**SOURCE MATERIAL**
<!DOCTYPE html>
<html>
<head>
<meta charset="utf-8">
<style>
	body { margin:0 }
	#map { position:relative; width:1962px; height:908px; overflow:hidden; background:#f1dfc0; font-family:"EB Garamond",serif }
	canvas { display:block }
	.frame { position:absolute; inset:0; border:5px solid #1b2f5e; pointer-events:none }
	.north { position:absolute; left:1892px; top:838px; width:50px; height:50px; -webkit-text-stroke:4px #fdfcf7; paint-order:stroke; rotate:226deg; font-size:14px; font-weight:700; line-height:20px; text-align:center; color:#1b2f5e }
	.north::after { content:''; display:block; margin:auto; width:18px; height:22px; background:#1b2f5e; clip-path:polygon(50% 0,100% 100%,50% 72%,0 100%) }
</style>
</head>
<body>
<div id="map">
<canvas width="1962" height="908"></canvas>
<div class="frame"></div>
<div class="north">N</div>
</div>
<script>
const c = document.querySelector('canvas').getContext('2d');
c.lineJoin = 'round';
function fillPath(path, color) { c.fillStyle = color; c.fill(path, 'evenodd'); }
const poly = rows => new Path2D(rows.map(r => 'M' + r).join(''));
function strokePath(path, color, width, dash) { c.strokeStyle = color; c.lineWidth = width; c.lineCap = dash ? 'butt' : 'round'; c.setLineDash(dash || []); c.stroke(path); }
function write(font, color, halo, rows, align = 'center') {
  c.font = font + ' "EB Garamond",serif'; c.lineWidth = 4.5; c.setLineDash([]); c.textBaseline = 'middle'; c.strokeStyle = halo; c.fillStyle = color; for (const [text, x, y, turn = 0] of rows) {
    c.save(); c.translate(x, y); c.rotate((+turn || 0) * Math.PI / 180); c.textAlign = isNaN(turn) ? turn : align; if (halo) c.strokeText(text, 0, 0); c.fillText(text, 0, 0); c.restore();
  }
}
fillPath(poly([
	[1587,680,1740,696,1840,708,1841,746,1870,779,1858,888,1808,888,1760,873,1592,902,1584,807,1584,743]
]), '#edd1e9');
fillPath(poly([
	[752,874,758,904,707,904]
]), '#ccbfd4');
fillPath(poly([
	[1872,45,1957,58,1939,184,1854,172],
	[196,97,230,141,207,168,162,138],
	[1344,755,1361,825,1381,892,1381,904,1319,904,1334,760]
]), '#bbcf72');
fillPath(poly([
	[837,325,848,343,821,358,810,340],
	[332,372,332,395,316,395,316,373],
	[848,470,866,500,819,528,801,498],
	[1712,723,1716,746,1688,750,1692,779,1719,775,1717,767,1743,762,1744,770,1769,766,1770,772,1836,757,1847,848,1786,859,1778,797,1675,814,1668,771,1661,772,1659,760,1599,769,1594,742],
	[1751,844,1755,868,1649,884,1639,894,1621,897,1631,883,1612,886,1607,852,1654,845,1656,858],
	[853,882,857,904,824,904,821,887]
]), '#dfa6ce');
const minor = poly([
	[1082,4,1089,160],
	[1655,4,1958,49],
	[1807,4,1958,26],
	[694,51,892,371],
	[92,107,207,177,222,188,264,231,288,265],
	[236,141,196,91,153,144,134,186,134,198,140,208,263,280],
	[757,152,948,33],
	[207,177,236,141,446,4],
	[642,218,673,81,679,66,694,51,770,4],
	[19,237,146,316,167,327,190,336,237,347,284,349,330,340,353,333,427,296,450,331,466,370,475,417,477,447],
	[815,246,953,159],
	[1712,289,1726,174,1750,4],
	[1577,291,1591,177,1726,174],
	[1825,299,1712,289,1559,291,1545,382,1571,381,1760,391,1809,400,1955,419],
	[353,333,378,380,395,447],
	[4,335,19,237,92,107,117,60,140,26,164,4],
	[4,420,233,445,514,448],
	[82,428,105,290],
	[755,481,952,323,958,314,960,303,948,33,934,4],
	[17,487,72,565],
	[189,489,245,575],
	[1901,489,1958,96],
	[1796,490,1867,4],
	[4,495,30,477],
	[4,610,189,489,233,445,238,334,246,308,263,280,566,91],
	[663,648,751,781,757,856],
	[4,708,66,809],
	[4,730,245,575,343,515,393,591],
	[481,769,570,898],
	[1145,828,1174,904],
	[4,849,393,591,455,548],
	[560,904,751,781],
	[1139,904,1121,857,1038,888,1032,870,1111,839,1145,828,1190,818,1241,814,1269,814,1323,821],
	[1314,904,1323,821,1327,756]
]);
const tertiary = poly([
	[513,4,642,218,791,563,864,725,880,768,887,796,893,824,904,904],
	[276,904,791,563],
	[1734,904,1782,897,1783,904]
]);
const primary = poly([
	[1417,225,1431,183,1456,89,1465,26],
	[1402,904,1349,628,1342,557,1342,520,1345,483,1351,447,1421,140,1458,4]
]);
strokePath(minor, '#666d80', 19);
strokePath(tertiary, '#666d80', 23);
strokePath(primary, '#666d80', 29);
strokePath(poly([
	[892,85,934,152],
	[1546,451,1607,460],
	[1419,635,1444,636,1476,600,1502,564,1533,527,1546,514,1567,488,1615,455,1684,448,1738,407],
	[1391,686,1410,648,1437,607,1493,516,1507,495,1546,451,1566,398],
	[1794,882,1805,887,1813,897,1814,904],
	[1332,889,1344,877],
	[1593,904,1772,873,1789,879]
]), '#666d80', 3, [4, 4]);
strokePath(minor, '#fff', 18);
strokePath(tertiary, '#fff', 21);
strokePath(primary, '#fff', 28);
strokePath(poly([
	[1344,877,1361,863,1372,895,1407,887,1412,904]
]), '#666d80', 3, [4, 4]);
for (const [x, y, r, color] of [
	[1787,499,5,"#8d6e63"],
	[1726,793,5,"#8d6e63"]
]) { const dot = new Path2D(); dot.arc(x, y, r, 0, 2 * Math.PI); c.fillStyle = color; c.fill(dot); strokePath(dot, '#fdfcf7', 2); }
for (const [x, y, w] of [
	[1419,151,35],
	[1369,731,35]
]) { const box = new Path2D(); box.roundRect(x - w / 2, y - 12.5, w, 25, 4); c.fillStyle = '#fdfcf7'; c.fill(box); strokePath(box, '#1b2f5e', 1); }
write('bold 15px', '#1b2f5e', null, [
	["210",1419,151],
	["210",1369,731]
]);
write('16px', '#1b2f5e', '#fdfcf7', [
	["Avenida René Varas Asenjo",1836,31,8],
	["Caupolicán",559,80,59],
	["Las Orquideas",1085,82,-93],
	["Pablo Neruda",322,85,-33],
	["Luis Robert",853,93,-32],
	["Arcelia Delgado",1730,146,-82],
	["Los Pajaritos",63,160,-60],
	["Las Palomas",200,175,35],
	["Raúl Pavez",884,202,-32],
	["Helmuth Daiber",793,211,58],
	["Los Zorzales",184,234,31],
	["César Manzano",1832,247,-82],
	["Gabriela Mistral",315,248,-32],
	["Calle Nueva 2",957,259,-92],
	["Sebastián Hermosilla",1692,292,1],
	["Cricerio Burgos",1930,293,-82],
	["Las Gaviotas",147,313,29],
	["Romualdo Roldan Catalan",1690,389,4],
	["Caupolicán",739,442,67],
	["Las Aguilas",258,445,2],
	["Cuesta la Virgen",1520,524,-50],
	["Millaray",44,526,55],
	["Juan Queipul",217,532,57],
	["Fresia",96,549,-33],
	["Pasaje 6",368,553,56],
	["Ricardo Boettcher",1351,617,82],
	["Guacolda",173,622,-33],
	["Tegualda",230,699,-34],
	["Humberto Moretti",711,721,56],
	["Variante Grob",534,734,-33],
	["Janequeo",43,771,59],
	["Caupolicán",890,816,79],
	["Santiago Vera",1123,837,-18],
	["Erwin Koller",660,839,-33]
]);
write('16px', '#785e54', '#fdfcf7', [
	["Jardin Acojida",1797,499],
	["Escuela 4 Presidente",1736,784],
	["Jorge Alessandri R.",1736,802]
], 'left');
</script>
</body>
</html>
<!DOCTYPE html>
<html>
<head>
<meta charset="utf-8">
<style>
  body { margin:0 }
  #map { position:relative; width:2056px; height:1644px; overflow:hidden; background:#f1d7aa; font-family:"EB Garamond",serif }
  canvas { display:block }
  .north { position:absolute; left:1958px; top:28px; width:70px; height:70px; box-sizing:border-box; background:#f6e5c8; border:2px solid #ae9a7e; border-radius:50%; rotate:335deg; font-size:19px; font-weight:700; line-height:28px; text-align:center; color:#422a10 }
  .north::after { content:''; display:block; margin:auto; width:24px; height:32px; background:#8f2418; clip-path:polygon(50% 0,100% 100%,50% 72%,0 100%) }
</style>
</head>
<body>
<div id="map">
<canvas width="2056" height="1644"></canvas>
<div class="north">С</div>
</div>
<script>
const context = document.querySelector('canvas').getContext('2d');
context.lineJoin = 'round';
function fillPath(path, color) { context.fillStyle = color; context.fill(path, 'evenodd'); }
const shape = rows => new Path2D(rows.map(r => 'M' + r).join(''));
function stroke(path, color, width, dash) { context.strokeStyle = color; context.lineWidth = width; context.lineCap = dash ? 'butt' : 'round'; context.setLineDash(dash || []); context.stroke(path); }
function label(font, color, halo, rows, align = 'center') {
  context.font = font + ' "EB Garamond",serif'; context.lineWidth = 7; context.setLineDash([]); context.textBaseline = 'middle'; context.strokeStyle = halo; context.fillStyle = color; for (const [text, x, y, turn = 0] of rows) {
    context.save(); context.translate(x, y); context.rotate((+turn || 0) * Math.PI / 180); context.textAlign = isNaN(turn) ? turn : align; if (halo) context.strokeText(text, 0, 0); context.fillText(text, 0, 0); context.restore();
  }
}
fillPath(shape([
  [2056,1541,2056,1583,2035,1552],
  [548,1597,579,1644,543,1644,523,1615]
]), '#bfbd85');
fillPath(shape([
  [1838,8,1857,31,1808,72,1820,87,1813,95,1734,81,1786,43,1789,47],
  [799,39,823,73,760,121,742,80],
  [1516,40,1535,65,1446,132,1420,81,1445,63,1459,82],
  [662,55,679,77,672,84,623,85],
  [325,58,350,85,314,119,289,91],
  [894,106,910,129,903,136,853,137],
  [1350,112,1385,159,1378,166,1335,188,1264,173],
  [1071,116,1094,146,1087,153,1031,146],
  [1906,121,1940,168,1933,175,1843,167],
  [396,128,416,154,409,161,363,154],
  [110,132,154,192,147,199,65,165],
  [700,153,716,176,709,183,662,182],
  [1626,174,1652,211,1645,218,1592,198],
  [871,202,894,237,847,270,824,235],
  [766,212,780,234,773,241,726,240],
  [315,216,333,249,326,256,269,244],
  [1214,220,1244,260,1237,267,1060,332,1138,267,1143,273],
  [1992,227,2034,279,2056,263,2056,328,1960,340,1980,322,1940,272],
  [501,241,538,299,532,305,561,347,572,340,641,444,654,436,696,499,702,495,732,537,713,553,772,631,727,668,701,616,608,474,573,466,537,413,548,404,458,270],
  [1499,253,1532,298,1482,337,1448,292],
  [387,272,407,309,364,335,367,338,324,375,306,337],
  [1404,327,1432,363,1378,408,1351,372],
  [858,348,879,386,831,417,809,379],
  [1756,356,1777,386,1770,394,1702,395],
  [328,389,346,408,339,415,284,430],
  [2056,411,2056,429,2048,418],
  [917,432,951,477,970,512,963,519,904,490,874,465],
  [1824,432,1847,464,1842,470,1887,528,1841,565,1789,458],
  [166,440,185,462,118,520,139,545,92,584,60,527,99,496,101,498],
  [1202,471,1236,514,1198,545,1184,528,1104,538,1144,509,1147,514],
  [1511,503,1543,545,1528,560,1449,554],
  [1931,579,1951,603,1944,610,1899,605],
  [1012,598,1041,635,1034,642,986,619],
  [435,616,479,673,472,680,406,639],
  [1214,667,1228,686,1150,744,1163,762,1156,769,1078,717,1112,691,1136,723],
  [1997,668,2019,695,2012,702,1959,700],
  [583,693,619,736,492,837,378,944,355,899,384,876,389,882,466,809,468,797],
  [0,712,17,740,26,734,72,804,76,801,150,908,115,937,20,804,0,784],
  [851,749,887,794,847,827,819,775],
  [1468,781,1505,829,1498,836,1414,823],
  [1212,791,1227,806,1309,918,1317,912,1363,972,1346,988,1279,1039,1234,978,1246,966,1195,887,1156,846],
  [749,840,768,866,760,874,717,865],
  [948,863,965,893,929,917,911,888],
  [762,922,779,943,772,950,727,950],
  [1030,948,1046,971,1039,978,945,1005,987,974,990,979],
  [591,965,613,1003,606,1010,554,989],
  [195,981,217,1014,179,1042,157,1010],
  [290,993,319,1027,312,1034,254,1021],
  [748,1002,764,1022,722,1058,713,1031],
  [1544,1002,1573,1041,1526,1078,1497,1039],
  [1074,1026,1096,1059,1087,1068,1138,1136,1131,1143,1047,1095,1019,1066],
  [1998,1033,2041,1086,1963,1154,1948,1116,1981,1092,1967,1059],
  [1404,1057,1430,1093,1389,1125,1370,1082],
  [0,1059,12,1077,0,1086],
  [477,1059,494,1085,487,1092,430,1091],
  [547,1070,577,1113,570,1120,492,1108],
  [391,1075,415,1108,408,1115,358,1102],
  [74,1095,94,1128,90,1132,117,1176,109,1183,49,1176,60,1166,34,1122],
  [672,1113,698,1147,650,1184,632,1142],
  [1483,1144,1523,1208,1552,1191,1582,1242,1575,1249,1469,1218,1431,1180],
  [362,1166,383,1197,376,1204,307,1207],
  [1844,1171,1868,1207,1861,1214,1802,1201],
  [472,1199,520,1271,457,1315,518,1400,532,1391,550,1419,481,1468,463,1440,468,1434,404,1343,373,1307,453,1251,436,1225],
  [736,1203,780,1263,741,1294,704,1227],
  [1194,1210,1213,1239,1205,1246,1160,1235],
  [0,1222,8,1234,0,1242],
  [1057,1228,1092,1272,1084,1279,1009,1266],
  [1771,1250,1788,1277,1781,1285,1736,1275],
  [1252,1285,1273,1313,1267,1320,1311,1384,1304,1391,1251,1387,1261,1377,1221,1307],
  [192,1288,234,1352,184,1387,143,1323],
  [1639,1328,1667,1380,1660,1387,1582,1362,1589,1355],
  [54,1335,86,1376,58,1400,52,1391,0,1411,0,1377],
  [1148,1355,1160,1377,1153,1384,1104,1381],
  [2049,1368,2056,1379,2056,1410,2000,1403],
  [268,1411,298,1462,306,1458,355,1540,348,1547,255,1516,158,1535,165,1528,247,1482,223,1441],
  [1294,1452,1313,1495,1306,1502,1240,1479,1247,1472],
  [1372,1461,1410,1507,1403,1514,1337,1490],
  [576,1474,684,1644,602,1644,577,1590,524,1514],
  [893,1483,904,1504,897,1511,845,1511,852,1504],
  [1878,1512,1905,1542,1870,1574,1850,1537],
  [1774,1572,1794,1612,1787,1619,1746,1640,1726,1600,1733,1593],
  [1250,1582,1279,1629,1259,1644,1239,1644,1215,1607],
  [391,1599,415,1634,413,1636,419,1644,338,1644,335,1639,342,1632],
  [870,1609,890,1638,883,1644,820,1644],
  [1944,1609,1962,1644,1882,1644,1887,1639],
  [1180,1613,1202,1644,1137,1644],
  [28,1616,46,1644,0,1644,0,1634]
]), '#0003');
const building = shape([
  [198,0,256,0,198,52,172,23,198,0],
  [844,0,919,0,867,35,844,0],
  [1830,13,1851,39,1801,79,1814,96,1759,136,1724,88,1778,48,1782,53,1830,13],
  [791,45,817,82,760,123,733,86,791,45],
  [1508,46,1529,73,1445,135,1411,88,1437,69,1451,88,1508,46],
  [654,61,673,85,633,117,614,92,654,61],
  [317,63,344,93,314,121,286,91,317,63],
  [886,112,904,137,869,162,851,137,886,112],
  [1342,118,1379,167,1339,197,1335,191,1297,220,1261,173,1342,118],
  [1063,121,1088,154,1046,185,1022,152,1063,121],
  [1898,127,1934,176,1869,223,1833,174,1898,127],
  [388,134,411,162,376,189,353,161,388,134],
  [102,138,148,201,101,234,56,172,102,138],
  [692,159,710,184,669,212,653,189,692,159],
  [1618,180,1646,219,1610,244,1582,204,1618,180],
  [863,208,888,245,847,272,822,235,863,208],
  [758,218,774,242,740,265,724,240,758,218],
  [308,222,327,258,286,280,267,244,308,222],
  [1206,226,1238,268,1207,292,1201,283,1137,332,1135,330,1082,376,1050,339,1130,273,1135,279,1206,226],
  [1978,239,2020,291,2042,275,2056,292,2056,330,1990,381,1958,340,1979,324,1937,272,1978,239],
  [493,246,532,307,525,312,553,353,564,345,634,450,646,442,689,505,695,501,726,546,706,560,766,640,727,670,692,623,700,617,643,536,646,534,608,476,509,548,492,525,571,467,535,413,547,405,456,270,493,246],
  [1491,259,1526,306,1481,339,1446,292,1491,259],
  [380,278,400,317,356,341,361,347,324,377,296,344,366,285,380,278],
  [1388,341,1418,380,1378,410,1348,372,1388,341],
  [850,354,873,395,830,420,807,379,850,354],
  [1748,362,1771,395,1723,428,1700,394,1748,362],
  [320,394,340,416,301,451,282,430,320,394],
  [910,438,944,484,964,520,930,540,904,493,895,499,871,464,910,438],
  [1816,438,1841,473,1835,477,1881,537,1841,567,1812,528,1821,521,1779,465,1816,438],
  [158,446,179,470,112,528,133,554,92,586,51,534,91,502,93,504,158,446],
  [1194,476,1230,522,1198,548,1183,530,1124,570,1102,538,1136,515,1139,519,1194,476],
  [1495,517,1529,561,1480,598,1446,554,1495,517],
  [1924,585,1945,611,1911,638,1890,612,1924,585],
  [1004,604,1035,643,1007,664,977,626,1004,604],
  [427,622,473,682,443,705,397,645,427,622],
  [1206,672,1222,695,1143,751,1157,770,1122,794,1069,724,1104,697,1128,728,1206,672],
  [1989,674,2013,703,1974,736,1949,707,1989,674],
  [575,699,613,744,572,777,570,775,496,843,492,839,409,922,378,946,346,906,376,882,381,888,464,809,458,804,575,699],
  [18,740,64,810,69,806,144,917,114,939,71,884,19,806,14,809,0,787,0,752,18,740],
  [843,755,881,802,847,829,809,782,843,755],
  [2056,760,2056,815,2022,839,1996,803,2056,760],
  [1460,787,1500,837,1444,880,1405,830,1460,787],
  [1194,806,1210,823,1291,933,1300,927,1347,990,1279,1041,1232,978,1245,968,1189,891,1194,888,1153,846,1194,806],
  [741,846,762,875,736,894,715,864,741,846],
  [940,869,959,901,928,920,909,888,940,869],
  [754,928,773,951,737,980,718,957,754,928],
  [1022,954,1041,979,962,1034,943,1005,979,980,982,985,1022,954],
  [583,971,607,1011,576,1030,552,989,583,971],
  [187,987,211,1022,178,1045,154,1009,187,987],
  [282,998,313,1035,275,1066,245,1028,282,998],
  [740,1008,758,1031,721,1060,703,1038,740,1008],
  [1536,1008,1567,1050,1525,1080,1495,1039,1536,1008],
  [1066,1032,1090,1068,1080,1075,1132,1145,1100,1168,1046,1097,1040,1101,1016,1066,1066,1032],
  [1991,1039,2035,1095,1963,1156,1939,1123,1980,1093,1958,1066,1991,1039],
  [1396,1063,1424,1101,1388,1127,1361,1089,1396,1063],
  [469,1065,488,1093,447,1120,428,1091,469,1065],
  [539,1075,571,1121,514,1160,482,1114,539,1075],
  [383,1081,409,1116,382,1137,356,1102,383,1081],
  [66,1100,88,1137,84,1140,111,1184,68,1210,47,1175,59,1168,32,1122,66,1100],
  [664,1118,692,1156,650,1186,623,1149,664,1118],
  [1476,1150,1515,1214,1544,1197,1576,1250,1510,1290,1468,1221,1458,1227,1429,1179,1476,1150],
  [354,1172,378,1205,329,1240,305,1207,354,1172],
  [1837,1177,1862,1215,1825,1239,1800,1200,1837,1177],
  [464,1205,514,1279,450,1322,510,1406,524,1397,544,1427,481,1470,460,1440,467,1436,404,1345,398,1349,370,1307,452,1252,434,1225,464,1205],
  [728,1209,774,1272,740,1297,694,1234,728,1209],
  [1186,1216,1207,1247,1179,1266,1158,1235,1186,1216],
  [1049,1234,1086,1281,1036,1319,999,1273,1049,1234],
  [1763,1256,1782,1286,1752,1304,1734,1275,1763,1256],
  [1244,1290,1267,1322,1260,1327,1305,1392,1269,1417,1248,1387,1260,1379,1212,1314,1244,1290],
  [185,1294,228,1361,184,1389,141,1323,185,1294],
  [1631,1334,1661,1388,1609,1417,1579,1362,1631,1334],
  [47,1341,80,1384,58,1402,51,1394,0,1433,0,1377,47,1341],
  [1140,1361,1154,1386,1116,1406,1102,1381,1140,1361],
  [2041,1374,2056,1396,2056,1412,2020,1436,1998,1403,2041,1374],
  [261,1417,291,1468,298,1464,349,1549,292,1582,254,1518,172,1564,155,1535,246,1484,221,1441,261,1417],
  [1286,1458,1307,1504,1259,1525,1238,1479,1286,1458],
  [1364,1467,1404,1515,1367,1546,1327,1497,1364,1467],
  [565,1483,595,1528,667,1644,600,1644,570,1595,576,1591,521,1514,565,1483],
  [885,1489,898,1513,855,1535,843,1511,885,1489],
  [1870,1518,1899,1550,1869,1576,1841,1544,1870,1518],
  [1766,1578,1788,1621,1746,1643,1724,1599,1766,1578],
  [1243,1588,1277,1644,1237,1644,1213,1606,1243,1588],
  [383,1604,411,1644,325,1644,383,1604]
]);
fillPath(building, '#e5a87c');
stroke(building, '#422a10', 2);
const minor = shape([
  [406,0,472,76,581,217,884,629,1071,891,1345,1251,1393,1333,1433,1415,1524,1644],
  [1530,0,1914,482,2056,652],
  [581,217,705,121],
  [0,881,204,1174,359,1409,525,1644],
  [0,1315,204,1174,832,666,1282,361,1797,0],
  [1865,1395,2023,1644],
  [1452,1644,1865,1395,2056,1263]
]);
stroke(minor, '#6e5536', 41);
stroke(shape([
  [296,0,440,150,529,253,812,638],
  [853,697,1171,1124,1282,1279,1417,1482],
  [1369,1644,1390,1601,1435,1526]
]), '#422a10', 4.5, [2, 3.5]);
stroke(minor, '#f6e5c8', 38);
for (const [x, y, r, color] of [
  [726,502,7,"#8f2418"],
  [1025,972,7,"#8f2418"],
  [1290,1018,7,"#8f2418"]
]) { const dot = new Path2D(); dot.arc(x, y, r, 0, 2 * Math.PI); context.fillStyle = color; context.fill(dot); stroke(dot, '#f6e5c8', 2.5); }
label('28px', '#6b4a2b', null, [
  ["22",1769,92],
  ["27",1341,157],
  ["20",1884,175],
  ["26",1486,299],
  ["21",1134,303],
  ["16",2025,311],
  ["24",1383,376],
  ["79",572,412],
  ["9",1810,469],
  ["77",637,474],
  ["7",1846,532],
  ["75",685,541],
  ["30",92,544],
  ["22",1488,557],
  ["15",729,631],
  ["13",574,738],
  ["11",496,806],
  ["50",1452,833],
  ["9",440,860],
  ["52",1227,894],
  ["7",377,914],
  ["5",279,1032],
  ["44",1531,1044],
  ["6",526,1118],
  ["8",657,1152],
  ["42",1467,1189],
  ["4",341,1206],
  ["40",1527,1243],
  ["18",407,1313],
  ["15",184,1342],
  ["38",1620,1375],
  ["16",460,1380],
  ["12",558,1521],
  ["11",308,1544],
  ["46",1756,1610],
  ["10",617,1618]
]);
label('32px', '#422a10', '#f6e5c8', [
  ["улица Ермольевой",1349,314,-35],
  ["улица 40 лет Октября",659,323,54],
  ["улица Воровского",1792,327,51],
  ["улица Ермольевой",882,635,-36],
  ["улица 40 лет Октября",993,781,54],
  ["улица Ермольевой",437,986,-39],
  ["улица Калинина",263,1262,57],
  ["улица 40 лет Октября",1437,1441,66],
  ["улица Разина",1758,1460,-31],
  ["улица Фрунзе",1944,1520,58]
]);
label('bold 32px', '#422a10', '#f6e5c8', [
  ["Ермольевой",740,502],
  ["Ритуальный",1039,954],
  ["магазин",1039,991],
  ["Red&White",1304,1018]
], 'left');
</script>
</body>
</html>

**TASK GOAL**
Repeat exactly the lines of the listing above, from the one with "context.lineJoin = 'round';" down to the one with "context.font = font"; both of those lines belong in the range.

**FINAL ANSWER**
context.lineJoin = 'round';
function fillPath(path, color) { context.fillStyle = color; context.fill(path, 'evenodd'); }
const shape = rows => new Path2D(rows.map(r => 'M' + r).join(''));
function stroke(path, color, width, dash) { context.strokeStyle = color; context.lineWidth = width; context.lineCap = dash ? 'butt' : 'round'; context.setLineDash(dash || []); context.stroke(path); }
function label(font, color, halo, rows, align = 'center') {
  context.font = font + ' "EB Garamond",serif'; context.lineWidth = 7; context.setLineDash([]); context.textBaseline = 'middle'; context.strokeStyle = halo; context.fillStyle = color; for (const [text, x, y, turn = 0] of rows) {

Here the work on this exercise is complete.